The Carver heard the sound of his skin ripping before he registered the pain in his cheek or the trickle of blood—or the small knife in the Confucian's hand.

The Carver's smile broadened. “You cannot make me know what I do not know.”

“Take that smile from your face!” the Confucian screamed. But he knew he sounded foolish—like a disappointed child. “Guard!” he called. “Get this man out of my sight!”

* * *

IN EVERY SPARE MOMENT Fong searched for his father—but the city was full of soldiers, most assigned to specific tasks, many confined to their barracks, all of whom had been instructed not to interact with the Shanghainese. It was getting harder and harder to move around the city. Fong was surprised to find that all the new wardens spoke hideous Shanghainese or none at all, and openly despised the people of the city at the Bend of the River.

Fong would finish his night-soil work as quickly as he could so he would have as much time as possible to search for his father. Soon his grandmother figured out what he was doing and added more streets to his daily route.

“Why, Grandma?” he demanded.

“Because it needs to be done, and with your father gone, who else is going to do it? Your cousins' fathers are doing their work. Only your foolish father saw fit to leave his family and his responsibilities for someone else's concern. So his work is now your work, permanently.”

“Why permanently?”

“Because he's not coming back. Grow up. Your foolish father is dead.”

So Fong's route now included sections of the Old City that he had never cleaned before. And it was on the first day in the ancient city that he found something
peculiar about the honeypot of one of his new “clients.” It smelled unusual—but he recognized its odour. As punishment, a year ago, his grandmother had made him work in the
jutaning
ghetto in Hongkew. Quickly he'd learned that Chinese night-soil smelled different from
Fan Kuei
night-soil—just as their skins smelled different. It had something to do with the strange
Fan Kuei
willingness to eat cheese and cow's milk.
And they think what we eat is peculiar!
Fong thought. But now, here in the heart of the Old City, in the most densely and exclusively Chinese section of Shanghai, was a night-soil honeypot that smelled like the ones in Hongkew.

He noted the address and made up to his mind to come back and explore this curiosity. Then, not knowing exactly why, he reached into his pants pocket and felt the two glass beads that his father had given him before he'd left to fight for “what is fair,” and said aloud, “I know you're not dead, Papa, I know you're not dead, Papa, I know you're not dead, Papa.”

As he did, a Han Chinese boy a few years his senior watched him closely as his hand went to the glass beads around his neck.

* * *

THE SOLDIERS SEEMED TO TAKE particular joy in smashing to bits every piece of furniture in Jiang's.
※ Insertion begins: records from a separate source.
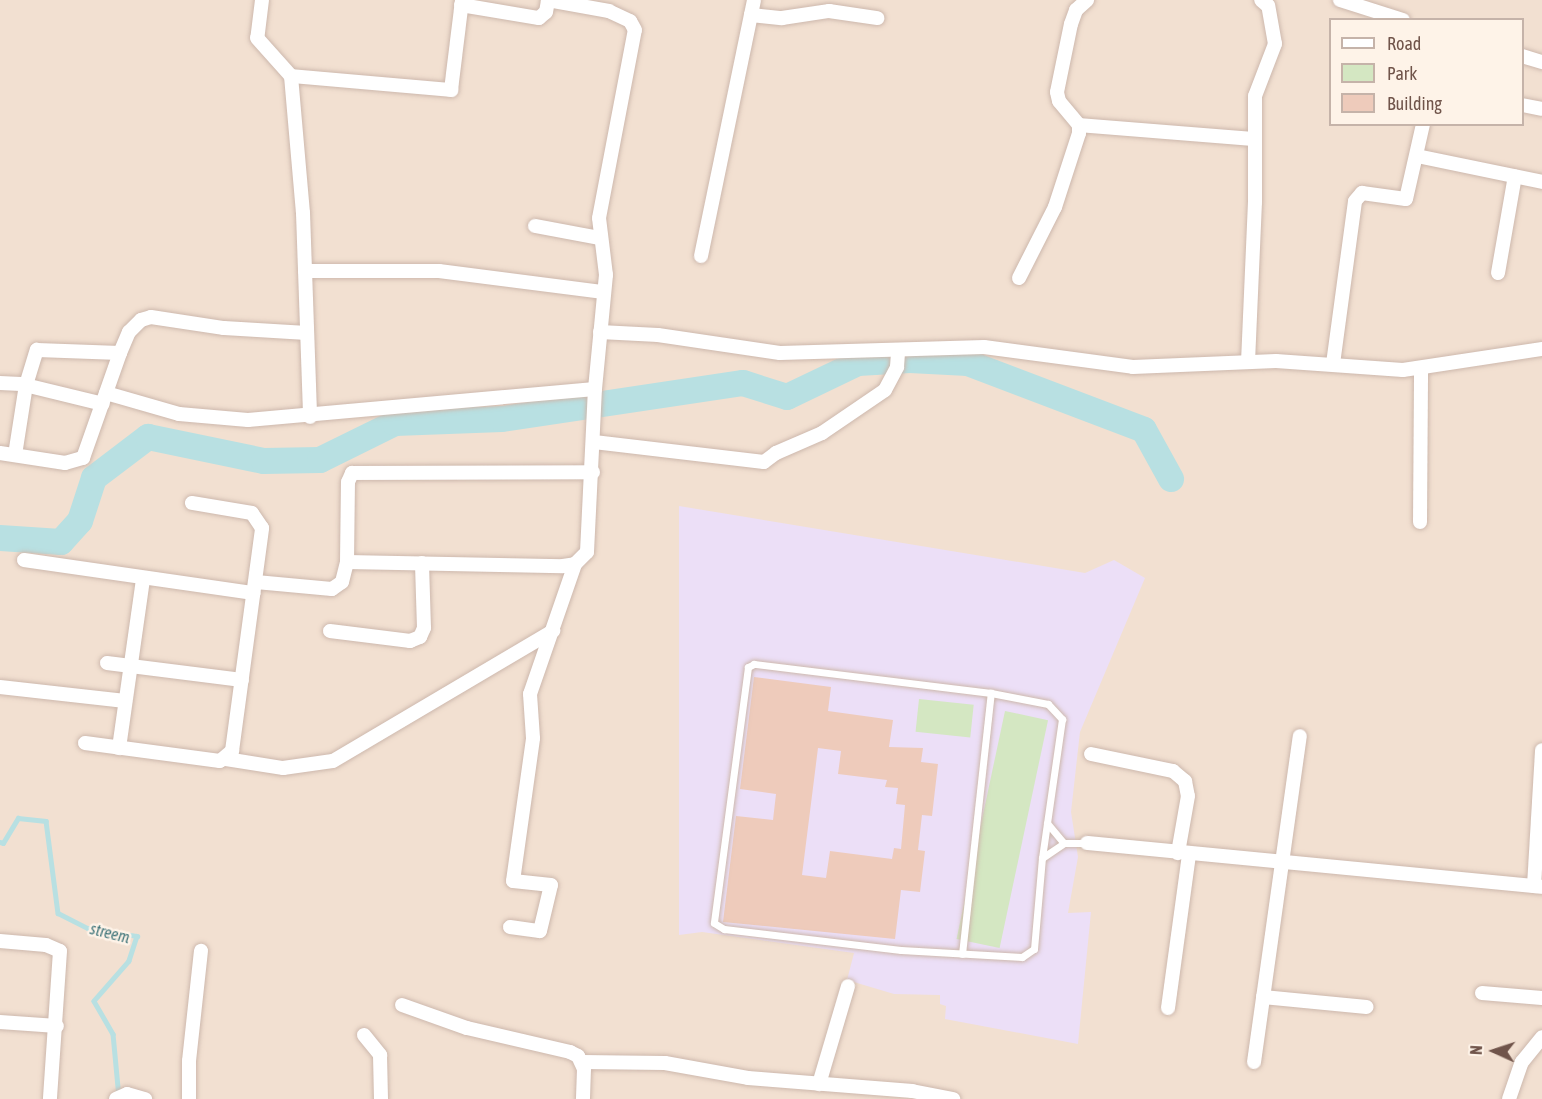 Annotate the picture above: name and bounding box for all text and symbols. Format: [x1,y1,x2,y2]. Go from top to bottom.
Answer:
legend [1329,18,1524,126]
text: Road [1387,33,1421,54]
text: Park [1387,63,1417,84]
text: Building [1387,93,1442,114]
water label: streem [88,919,132,947]
north arrow [1464,1021,1524,1081]
text: N [1467,1045,1485,1055] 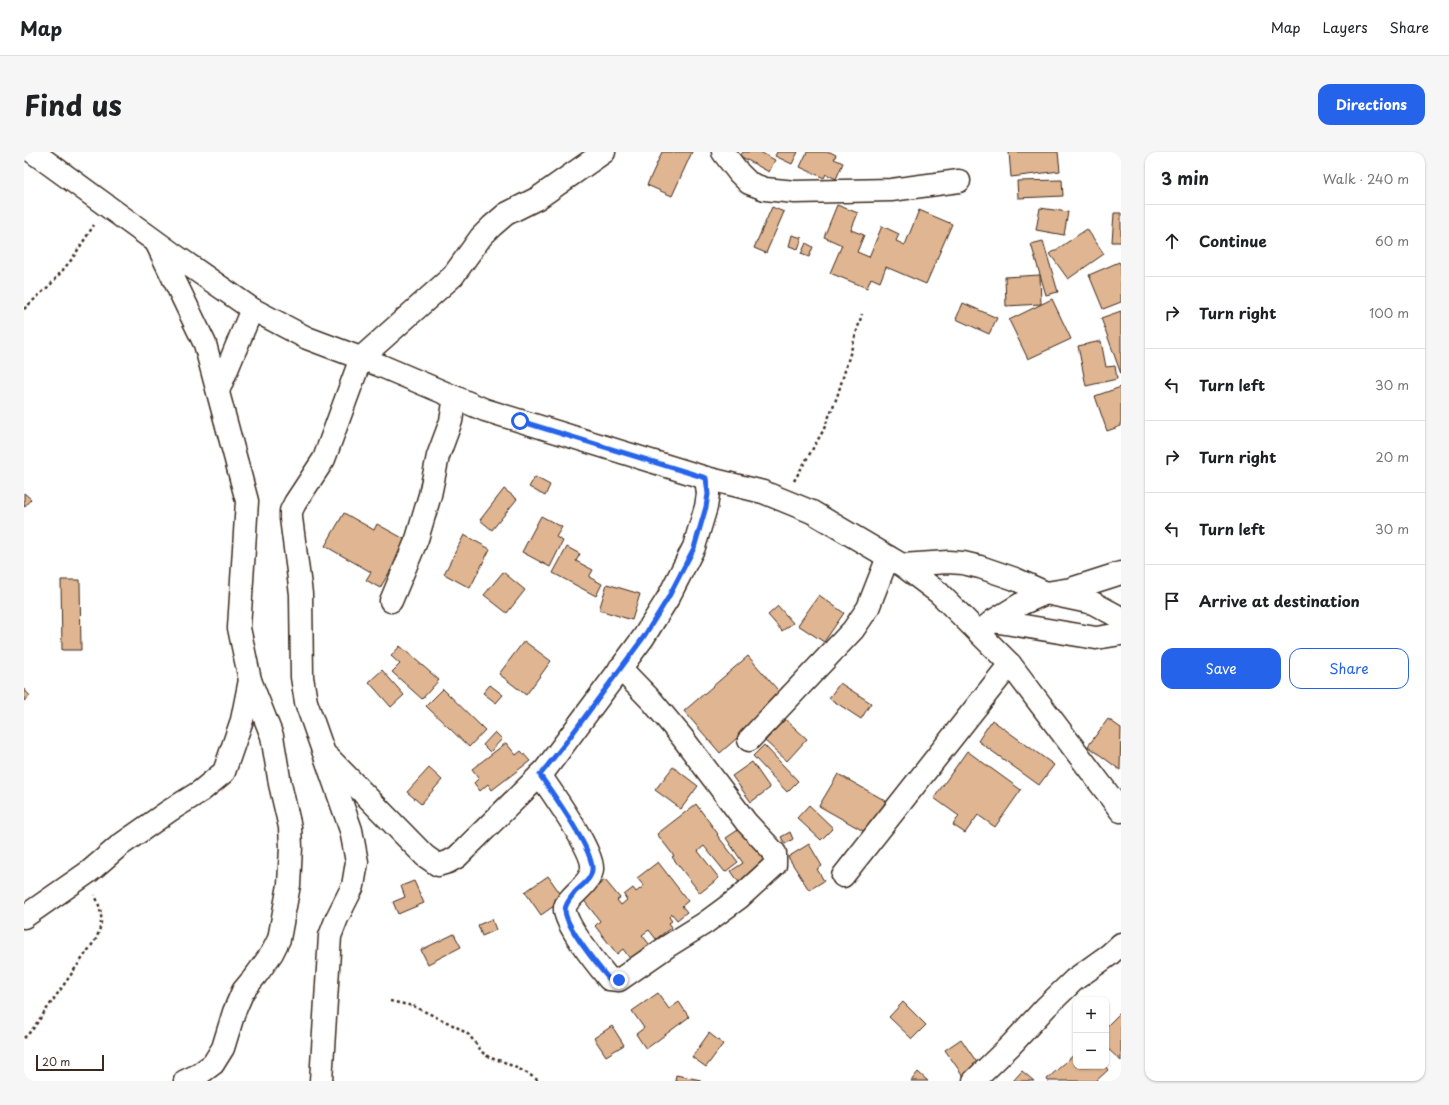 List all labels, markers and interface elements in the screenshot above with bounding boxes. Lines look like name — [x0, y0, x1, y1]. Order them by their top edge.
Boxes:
text: Map — [20, 14, 62, 42]
text: Map — [1271, 17, 1301, 38]
text: Layers — [1323, 17, 1368, 38]
text: Share — [1390, 17, 1429, 38]
text: Find us — [24, 83, 122, 126]
button: Directions — [1318, 84, 1425, 125]
text: 3 min — [1161, 165, 1209, 191]
text: Walk · 240 m — [1323, 169, 1409, 188]
text: Continue — [1199, 229, 1267, 252]
icon: ahead — [1161, 230, 1183, 252]
text: 60 m — [1375, 231, 1409, 250]
text: Turn right — [1199, 301, 1276, 324]
icon: right — [1161, 302, 1183, 324]
text: 100 m — [1369, 303, 1409, 322]
text: Turn left — [1199, 373, 1265, 396]
icon: left — [1161, 374, 1183, 396]
text: 30 m — [1375, 375, 1409, 394]
route start — [511, 412, 529, 430]
text: Turn right — [1199, 445, 1276, 468]
icon: right — [1161, 446, 1183, 468]
text: 20 m — [1375, 447, 1409, 466]
text: Turn left — [1199, 517, 1265, 540]
icon: left — [1161, 518, 1183, 540]
text: 30 m — [1375, 519, 1409, 538]
text: Arrive at destination — [1199, 589, 1360, 612]
icon: arrive — [1161, 590, 1183, 612]
button: Save — [1161, 648, 1281, 689]
button: Share — [1289, 648, 1409, 689]
route end — [610, 971, 628, 989]
map controls — [1073, 997, 1109, 1069]
button: + — [1073, 997, 1109, 1033]
button: − — [1073, 1033, 1109, 1069]
scale bar — [36, 1053, 104, 1072]
text: 20 m — [42, 1053, 70, 1070] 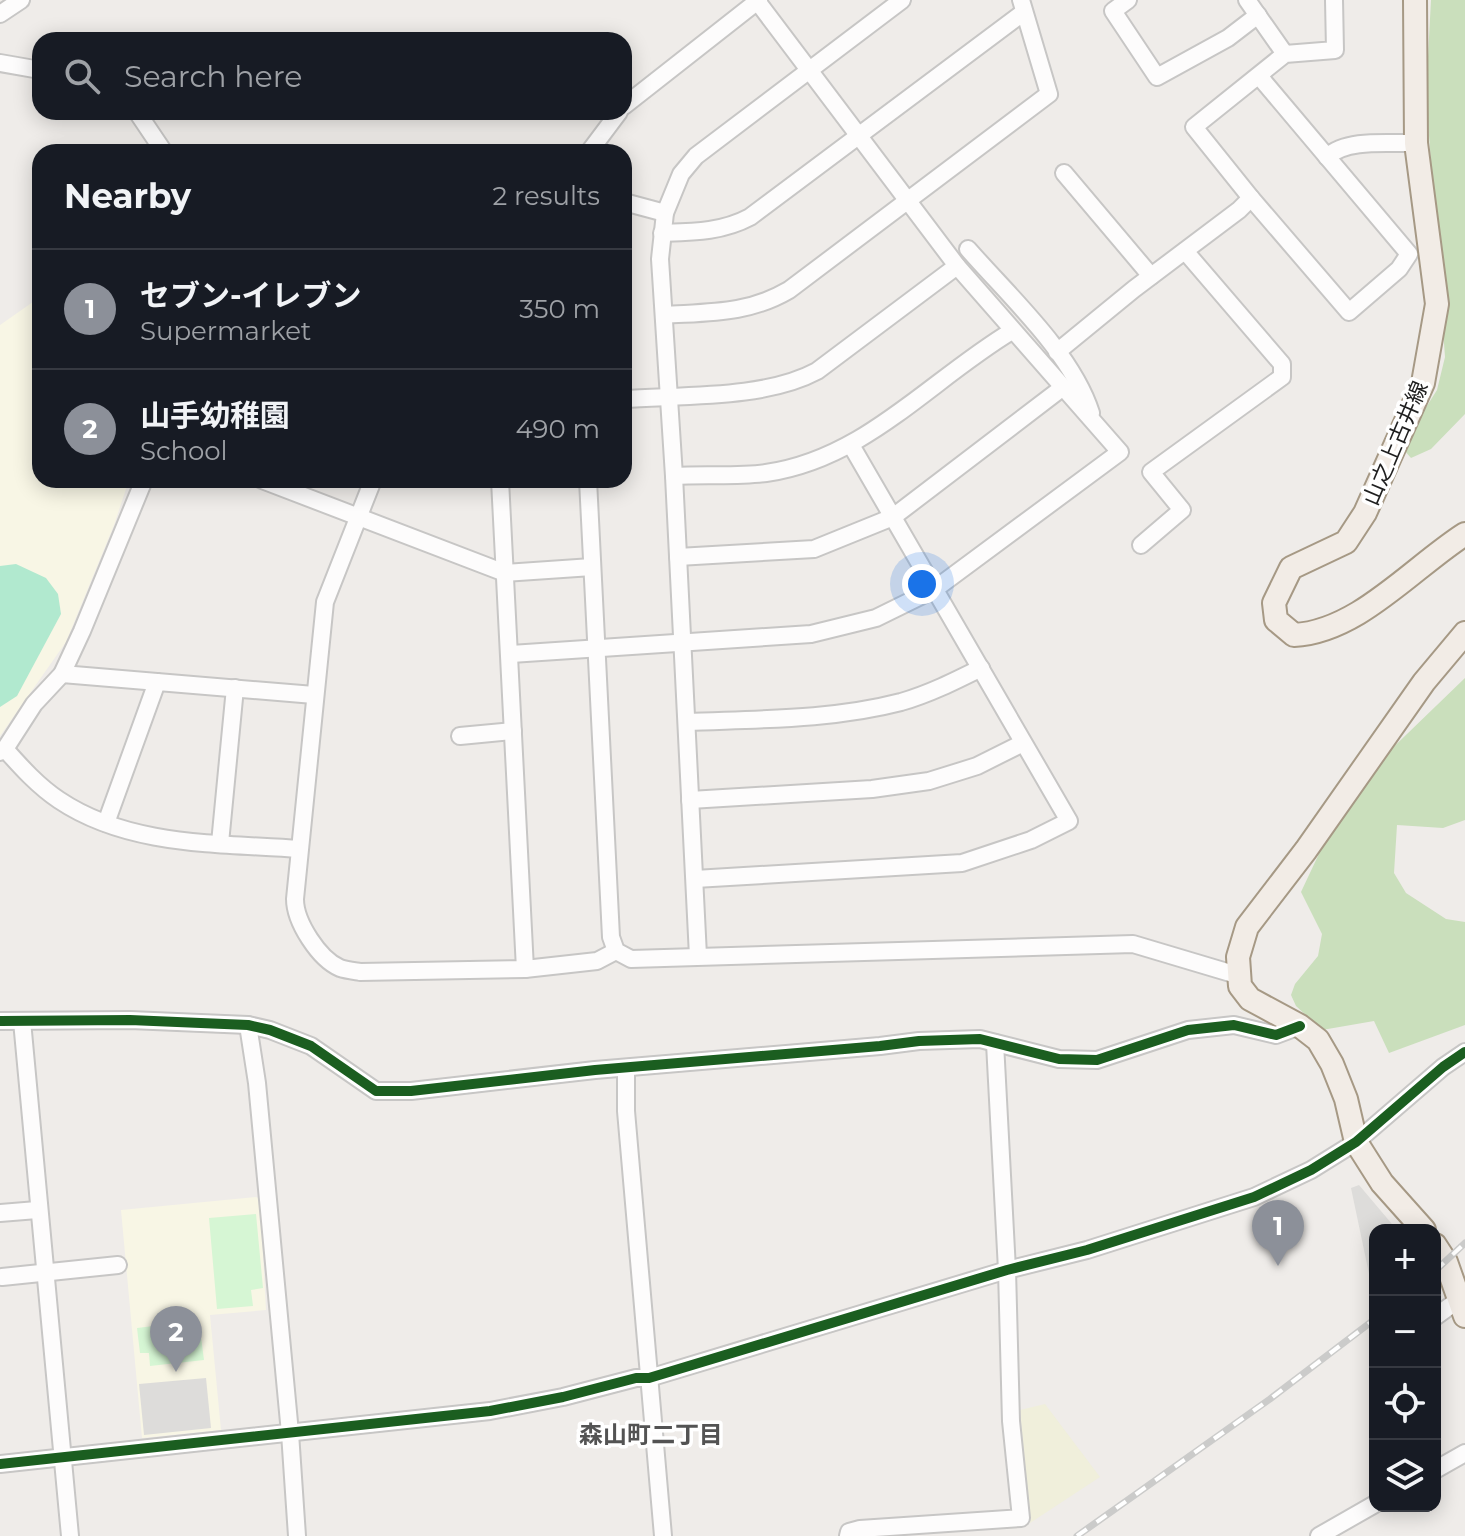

Only the box seat that had housed the Tusk was spared. Jiang read the order presented to her and retreated to what she still thought of as her mother's room. Well before the Communists walked into Shanghai, she had moved most of her valuable pieces and had informed her best clients where they could find her in the future.
Despite some misgivings she had settled on a small building in the Pudong, then hired ten men from the Tong of the Righteous Hand to protect it. As well, two of the Tong members manned a boat that was reserved for her clients to make the journey from the Bund to the Pudong.

A loud knock on her bedchamber door drew her to her feet. When she opened it she was surprised to see the Confucian. She had assumed he was a coward who would have others do his foul work.

“Come in,” she said.

He stepped into her bedchamber and closed the door behind him.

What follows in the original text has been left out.